The object of the present invention is to provide an improved pane with an integrated switch surface, illumination, and a heating function and a method for its production.
The object of the present invention is accomplished according to the invention by a pane with an illuminated switch surface in accordance with the independent claim 1. Preferred embodiments are apparent from the dependent claims.
The pane according to the invention with an illuminated switch surface comprises the following characteristics:
The transparent substrate preferably contains prestressed, partially prestressed, or non-prestressed glass, particularly preferably flat glass, float glass, quartz glass, borosilicate glass, soda lime glass, or clear plastics, in particular polyethylene, polypropylene, polycarbonate, polymethyl methacrylate, polystyrene, polyamide, polyester, polyvinyl chloride, and/or mixtures thereof.
The thickness of the substrate can vary widely and thus be ideally adapted to the requirements of the individual case. The substrate preferably has a thickness from 0.7 mm to 10 mm and particularly preferably from 1 mm to 5 mm.
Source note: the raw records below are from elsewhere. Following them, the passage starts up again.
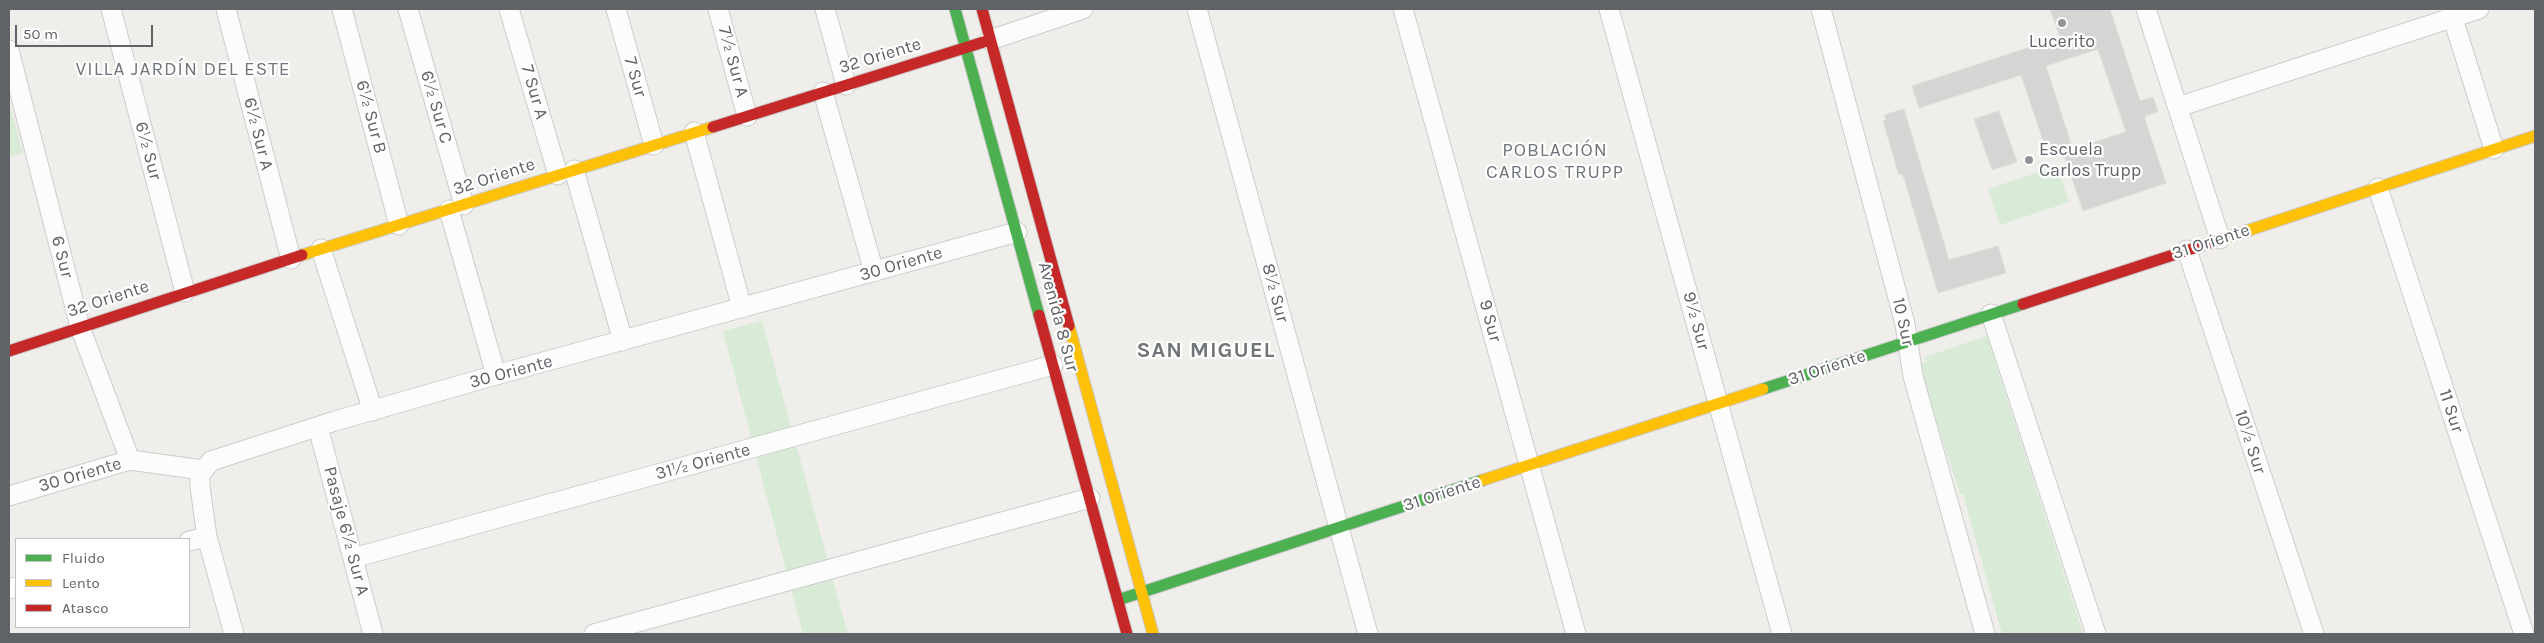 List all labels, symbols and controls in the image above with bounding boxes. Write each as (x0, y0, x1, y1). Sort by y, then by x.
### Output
scale bar (18, 15, 155, 47)
marker: Lucerito (2056, 17, 2068, 29)
street label: 7½ Sur A (713, 24, 753, 100)
text: 50 m (23, 25, 58, 43)
place label: Lucerito (2029, 31, 2095, 53)
street label: 32 Oriente (836, 33, 924, 79)
street label: 7 Sur (619, 54, 651, 100)
district label: VILLA JARDÍN DEL ESTE (73, 59, 293, 81)
street label: 7 Sur A (516, 62, 552, 122)
street label: 6½ Sur C (415, 68, 457, 146)
street label: 6½ Sur B (351, 78, 391, 156)
street label: 6½ Sur A (239, 95, 277, 173)
street label: 6½ Sur (130, 119, 166, 183)
place label: Escuela Carlos Trupp (2039, 139, 2141, 182)
district label: POBLACIÓN CARLOS TRUPP (1485, 140, 1625, 184)
street label: 32 Oriente (450, 154, 538, 200)
marker: Escuela Carlos Trupp (2023, 154, 2035, 166)
street label: 31 Oriente (2169, 219, 2253, 265)
street label: 6 Sur (46, 234, 78, 280)
street label: 30 Oriente (857, 242, 945, 286)
street label: Avenida 8 Sur (1033, 260, 1083, 374)
street label: 8½ Sur (1257, 261, 1293, 325)
street label: 32 Oriente (64, 276, 152, 322)
street label: 9½ Sur (1678, 289, 1714, 353)
street label: 10 Sur (1887, 296, 1919, 348)
street label: 9 Sur (1474, 297, 1506, 345)
district label: SAN MIGUEL (1135, 338, 1277, 364)
street label: 31 Oriente (1785, 345, 1869, 391)
street label: 30 Oriente (467, 351, 555, 393)
street label: 11 Sur (2434, 387, 2468, 435)
street label: 10½ Sur (2230, 407, 2270, 477)
street label: 31½ Oriente (653, 439, 753, 485)
street label: 30 Oriente (36, 453, 124, 497)
street label: Pasaje 6½ Sur A (318, 464, 374, 598)
street label: 31 Oriente (1400, 471, 1484, 517)
legend (15, 538, 190, 628)
text: Fluido (62, 549, 105, 567)
text: Lento (62, 574, 100, 592)
text: Atasco (62, 599, 108, 617)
The area of the substrate can vary widely, for example, from 100 cm2 to 18 m2. Preferably, the substrate has an area from 400 cm2 to 4 m2, as is common for motor vehicle glazings and for structural and architectural glazings.
In an advantageous embodiment of a pane according to the invention, the substrate is part of a composite pane, in particular of a laminated safety glass. The substrate is bonded via at least one intermediate layer to at least one cover pane. The intermediate layer preferably contains at least one thermoplastic plastic, preferably polyvinyl butyral (PVB), ethylene vinyl acetate (EVA), and/or polyethylene terephthalate (PET). However, the thermoplastic intermediate layer can also contain, for example, polyurethane (PU), polypropylene (PP), polyacrylate, polyethylene (PE), polycarbonate (PC), polymethyl methacrylate, polyvinyl chloride, polyacetate resin, casting resins, acrylates, fluorinated ethylene propylene, polyvinyl fluoride, and/or ethylene tetrafluoroethylene, or copolymers or mixtures thereof. The thermoplastic intermediate layer can be formed by one or even by a plurality of thermoplastic films arranged one above the other, with the thickness of one thermoplastic film preferably from 0.25 mm to 1 mm, typically 0.38 mm or 0.76 mm.
The cover pane preferably contains prestressed, partially prestressed, or non-prestressed glass, particularly preferably flat glass, float glass, quartz glass, borosilicate glass, soda lime glass, or clear plastics, in particular polyethylene, polypropylene, polycarbonate, polymethyl methacrylate, polystyrene, polyamide, polyester, polyvinyl chloride, and/or mixtures thereof. The cover pane preferably has a thickness from 0.3 mm to 10 mm and particularly preferably from 0.7 mm to 3 mm.
In the context of the invention, a pane, a substrate, a cover pane, or a layer is “transparent” when the transmittance in the visible spectral range is greater than 70%. For panes that are not within the traffic-relevant field of vision of the driver, for example, for roof panels, the transmittance can, however, even be much lower, for example, greater than 5%.
The heating zone is connected to at least two busbars intended for connecting to a voltage source such that a current path for a heating current is formed between the busbars.
In an advantageous embodiment of a heating zone according to the invention, the heating zone has a plurality of individual metal wires, so-called “heating wires”, which connect the busbars to each other in each case. The current paths and the heating current run along the individual wires. The wires are advantageously implemented very thin such that they impair the view through the pane only slightly or not at all. Preferred wires have a thickness less than or equal to 0.1 mm, particularly preferably from 0.02 mm to 0.04 mm, and in particular from 0.024 mm to 0.029 mm. The metal wires preferably contain copper, tungsten, gold, silver, or aluminum or alloys of at least two of these metals. The metal wires are particularly preferably made of copper, tungsten, gold, silver, or aluminum or alloys of at least two of these metals. The alloys can also contain molybdenum, rhenium, osmium, iridium, palladium, or platinum.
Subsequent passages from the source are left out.